All the same, when my images outlive me via the Internet and when the Victoria Restoration operated by the Society for the Restoration of Old Victoria outlives Patty, someone will erect a sign there saying that the place never would have survived as well as it has, without Patty dedicated the bulk of her adult life to the task.

Since neither of us will be around to see that sign, I'll get a jump on the proceedings by posting my favorite image of Patty here -- dedicated not only to her, but to every preservationist at work around the basin.

And to all the ghosts of Superior. Past, present or future...



8 comments:

  1. Very well done, of course one wouldn't expect less. Thank you for your attention and hope to see you again. Keep on clicking. Oh and a fine sight you have here.
    Brent

    ReplyDelete
  2. I appreciate the kind words, thanks. Victoria has long been one of my favorite places in the U.P. It's an intimate, living place you can really sink into, as opposed to being an exhibit walled up behind glass or some such...

    ReplyDelete
  3. This is beautiful. As a Greenland gal, I appreciate kindnesses to our culture of tiny towns and old things. ty.

    ReplyDelete
    Replies
    1. Though raised in the big city, I've always very much wanted to return 'home' to Bessemer. Who knows -- I might yet get that chance.
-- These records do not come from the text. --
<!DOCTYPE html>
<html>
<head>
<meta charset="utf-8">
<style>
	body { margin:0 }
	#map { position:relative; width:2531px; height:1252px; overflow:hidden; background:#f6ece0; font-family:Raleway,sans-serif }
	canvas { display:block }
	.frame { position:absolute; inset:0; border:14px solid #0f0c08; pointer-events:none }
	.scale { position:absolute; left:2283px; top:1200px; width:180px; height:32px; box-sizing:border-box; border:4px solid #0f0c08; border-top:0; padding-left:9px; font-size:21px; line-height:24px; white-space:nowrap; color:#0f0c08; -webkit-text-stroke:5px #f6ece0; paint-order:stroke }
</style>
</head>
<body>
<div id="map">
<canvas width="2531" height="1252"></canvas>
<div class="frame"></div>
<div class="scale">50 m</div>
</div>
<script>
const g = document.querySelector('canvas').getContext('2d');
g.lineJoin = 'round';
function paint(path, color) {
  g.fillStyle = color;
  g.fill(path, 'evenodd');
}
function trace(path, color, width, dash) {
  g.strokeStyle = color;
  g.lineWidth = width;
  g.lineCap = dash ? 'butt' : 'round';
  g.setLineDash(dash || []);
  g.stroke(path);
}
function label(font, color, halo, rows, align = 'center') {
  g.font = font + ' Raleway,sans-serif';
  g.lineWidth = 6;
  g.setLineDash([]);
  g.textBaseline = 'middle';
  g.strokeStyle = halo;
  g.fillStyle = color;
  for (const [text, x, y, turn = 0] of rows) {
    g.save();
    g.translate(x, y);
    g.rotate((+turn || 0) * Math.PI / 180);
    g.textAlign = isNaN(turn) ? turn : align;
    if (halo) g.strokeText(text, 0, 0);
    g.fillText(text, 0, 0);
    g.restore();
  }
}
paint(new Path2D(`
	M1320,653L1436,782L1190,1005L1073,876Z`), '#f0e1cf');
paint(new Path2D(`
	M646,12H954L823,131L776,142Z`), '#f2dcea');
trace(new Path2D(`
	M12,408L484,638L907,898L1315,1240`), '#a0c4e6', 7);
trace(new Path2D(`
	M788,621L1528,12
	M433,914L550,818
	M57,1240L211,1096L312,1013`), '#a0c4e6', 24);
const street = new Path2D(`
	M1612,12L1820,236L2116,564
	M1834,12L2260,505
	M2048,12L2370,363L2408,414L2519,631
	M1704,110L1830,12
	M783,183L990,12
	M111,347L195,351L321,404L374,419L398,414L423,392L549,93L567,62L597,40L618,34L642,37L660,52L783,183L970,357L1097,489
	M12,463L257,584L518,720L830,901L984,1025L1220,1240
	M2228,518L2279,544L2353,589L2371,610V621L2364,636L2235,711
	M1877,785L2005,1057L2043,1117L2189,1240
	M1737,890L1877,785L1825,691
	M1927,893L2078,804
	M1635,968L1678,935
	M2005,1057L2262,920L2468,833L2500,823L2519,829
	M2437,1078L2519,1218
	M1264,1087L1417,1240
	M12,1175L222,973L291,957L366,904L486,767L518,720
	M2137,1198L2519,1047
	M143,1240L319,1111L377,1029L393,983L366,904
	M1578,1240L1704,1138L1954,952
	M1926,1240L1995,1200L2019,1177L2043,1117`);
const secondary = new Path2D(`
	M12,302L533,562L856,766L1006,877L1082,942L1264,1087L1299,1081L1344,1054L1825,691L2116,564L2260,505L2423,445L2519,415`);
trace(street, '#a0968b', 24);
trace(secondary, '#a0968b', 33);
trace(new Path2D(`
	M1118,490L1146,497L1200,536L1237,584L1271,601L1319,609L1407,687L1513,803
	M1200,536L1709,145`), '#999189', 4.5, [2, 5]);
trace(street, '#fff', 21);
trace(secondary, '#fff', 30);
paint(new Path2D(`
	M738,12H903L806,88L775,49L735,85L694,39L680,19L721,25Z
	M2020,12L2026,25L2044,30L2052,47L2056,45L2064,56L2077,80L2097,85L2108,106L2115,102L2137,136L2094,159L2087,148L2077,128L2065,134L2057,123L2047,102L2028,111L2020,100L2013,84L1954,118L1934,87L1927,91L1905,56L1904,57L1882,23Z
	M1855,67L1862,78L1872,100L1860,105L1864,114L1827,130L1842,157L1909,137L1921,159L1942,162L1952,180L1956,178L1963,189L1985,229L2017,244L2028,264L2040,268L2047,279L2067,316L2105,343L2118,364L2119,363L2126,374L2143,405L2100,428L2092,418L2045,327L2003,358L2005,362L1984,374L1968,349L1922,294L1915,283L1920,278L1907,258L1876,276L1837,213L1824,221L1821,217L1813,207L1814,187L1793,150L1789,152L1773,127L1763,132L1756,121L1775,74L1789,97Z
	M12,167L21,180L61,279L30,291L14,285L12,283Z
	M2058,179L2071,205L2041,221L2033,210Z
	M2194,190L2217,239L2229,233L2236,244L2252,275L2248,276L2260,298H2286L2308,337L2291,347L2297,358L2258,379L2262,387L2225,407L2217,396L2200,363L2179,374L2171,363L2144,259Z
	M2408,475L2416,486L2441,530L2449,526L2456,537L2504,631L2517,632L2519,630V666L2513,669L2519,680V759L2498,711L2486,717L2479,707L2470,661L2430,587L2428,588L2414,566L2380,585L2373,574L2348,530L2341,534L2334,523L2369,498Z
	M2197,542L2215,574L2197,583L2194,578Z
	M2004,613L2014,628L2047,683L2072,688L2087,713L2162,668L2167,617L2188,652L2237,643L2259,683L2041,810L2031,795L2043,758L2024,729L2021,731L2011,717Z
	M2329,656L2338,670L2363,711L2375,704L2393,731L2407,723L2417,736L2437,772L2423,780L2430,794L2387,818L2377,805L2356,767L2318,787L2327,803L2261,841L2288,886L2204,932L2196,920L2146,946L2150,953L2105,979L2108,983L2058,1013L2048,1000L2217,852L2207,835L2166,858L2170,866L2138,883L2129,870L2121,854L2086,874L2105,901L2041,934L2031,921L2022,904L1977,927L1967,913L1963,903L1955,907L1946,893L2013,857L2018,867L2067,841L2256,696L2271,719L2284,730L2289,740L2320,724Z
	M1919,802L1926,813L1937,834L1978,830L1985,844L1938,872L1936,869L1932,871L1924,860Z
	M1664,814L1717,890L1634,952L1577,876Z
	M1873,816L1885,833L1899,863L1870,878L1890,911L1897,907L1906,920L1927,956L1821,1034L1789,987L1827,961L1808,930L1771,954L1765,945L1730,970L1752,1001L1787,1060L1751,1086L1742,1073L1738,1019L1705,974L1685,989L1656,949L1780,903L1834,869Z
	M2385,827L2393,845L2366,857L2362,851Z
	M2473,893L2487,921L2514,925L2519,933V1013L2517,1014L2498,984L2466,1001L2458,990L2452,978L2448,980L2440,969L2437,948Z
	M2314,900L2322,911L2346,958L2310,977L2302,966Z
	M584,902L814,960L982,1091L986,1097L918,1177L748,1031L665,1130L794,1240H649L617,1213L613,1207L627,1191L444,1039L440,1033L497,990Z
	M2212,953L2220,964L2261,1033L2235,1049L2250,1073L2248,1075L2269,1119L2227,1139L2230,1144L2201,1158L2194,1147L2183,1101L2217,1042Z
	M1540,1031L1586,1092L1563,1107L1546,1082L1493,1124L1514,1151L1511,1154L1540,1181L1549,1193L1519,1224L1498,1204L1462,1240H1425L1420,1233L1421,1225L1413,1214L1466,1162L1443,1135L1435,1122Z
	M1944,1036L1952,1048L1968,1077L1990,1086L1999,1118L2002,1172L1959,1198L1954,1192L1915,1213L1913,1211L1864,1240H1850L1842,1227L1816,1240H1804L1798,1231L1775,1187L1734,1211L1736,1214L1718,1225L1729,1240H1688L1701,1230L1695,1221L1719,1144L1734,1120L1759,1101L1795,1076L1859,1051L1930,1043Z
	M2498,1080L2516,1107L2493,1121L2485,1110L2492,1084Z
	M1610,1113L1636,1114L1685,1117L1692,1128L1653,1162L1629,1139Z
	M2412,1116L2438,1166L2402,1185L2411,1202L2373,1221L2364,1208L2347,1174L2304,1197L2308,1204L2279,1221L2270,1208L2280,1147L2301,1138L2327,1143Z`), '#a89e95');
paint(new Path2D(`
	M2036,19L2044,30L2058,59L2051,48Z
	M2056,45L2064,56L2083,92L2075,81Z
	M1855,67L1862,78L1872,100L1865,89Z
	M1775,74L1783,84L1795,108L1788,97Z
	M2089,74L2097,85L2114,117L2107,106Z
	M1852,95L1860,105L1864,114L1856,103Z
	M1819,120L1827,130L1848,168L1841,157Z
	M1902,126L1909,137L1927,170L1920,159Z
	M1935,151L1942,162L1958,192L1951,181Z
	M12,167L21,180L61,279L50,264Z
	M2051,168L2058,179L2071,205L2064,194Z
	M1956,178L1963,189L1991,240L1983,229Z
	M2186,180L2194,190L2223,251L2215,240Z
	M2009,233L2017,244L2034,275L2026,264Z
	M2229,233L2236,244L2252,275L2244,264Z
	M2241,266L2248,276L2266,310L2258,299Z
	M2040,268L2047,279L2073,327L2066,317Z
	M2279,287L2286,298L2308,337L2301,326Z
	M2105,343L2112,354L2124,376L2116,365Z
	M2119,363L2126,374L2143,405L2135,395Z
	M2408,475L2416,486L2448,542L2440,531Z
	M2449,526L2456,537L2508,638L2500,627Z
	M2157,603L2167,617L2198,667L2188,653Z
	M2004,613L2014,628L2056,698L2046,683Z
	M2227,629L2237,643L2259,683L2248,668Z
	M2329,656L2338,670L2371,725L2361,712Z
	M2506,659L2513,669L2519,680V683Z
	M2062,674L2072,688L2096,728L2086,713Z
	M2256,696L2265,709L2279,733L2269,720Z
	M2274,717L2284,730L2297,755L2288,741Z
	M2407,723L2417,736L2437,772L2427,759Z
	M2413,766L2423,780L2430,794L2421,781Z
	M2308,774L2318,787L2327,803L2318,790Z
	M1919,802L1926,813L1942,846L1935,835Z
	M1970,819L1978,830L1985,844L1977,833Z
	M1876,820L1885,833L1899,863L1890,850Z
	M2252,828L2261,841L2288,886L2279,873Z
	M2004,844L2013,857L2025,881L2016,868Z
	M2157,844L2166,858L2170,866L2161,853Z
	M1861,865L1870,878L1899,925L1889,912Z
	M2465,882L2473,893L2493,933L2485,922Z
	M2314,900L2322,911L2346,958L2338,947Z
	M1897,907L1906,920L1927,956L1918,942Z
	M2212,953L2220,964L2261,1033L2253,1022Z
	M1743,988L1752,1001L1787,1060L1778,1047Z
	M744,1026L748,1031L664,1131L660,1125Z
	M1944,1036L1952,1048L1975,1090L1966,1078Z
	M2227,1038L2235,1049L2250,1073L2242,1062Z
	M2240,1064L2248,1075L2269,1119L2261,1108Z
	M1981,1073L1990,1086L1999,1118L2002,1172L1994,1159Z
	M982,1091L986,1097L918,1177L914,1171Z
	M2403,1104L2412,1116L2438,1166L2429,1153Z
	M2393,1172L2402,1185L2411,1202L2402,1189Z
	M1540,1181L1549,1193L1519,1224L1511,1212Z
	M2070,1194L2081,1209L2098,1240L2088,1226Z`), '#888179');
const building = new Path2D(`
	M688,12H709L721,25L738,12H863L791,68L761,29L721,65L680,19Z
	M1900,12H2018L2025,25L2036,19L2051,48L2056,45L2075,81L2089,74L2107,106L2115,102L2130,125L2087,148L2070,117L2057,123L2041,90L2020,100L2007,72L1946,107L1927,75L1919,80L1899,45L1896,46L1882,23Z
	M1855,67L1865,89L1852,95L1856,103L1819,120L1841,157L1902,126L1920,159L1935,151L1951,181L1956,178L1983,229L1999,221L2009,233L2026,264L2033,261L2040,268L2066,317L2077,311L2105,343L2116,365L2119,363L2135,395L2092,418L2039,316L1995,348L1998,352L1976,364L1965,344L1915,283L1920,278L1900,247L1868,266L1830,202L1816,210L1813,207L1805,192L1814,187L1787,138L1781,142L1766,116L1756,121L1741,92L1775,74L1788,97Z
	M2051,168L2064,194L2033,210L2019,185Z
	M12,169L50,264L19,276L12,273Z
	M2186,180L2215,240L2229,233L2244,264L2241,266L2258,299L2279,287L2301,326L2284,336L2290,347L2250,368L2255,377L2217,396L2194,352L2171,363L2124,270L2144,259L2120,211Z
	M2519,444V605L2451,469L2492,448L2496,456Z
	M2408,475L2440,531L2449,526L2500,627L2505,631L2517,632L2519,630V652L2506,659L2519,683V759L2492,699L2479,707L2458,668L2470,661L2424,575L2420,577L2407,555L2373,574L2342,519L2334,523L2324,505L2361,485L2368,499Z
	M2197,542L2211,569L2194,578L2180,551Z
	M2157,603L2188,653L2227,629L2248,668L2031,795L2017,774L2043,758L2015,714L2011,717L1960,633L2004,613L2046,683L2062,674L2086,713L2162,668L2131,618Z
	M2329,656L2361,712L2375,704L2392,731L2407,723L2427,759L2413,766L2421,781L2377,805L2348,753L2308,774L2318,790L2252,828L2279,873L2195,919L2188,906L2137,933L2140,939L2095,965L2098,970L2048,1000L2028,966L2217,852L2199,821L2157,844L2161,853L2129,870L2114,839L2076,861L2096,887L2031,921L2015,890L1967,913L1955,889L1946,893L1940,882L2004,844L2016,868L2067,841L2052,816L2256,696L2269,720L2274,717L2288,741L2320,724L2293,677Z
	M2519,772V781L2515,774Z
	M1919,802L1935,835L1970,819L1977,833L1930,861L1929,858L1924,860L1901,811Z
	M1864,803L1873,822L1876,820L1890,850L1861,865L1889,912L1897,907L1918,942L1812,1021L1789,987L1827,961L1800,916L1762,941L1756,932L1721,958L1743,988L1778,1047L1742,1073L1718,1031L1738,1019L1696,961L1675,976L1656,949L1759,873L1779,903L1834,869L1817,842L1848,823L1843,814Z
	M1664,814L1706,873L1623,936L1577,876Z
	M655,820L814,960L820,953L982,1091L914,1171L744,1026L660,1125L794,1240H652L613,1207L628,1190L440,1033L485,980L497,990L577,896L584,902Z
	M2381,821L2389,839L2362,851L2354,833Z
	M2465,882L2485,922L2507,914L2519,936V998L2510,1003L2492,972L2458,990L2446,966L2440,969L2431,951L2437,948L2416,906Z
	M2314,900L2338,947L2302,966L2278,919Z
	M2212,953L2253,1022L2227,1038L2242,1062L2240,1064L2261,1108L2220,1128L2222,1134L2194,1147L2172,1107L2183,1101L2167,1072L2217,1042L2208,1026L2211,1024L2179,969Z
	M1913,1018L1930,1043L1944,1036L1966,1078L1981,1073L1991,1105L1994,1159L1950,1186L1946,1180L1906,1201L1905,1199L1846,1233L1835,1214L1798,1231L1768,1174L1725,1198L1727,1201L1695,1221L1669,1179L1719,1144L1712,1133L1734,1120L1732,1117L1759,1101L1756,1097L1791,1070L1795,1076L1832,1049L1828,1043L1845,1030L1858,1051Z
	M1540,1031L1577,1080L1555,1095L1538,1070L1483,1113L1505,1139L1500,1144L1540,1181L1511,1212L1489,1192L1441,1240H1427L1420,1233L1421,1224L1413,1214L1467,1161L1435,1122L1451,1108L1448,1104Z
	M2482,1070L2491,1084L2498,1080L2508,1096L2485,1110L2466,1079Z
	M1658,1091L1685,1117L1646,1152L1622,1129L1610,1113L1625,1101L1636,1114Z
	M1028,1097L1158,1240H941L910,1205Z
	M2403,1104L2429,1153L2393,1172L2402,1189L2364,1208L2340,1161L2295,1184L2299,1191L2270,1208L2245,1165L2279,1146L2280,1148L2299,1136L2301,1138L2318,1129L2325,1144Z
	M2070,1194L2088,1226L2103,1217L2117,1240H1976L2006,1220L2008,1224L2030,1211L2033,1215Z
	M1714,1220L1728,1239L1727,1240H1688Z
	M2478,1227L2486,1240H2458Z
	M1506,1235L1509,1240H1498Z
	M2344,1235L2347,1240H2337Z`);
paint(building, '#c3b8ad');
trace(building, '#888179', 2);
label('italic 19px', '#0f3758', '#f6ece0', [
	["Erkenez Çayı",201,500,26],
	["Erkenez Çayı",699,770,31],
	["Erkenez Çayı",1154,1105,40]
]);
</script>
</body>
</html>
      Thanks for the kind words. The western U.P. is my favorite place in the world, the only landscape upon which I feel at completely at home.

      Delete
  4. I learned how to cook on a wood stove at old vic. I have great memories of hauling cedar shingles up ladders, building porches and splitting wood, but the best memories are from hanging out in that low light after the work was done shooting the stars with the interesting folk also drawn to the history and feeling of the place.

    ReplyDelete
    Replies
    1. The night I spent at/around Vic was the best time ever. It's (mostly) only after the light starts to fade that the place seems to really breathe and all its history comes creeping in like some quiet cat.

      A close 2nd are those chill, damp days at the end of the season, sitting alone in the only warmish room, sharing quality time with Patty or Lynnette...

      Delete
  5. I thank God here are still people that truly appreciate all the hard work, for meager or no pay, that has been put into Old Vic. It is a true labor of love. Especially for Patty and Lynnette.

    ReplyDelete
    Replies
    1. Victoria is one of my favorite places. For many years Patty, then later Lynette, have been among my heroes. When I visit other sites around the Basin my deep appreciation for the work people do came about primarily because I'd visited with Patty so often at Victoria over the years.

      The qualities of devotion and sacrifice asked of a precious few in order to keep our past relevant for the rest of us is humbling.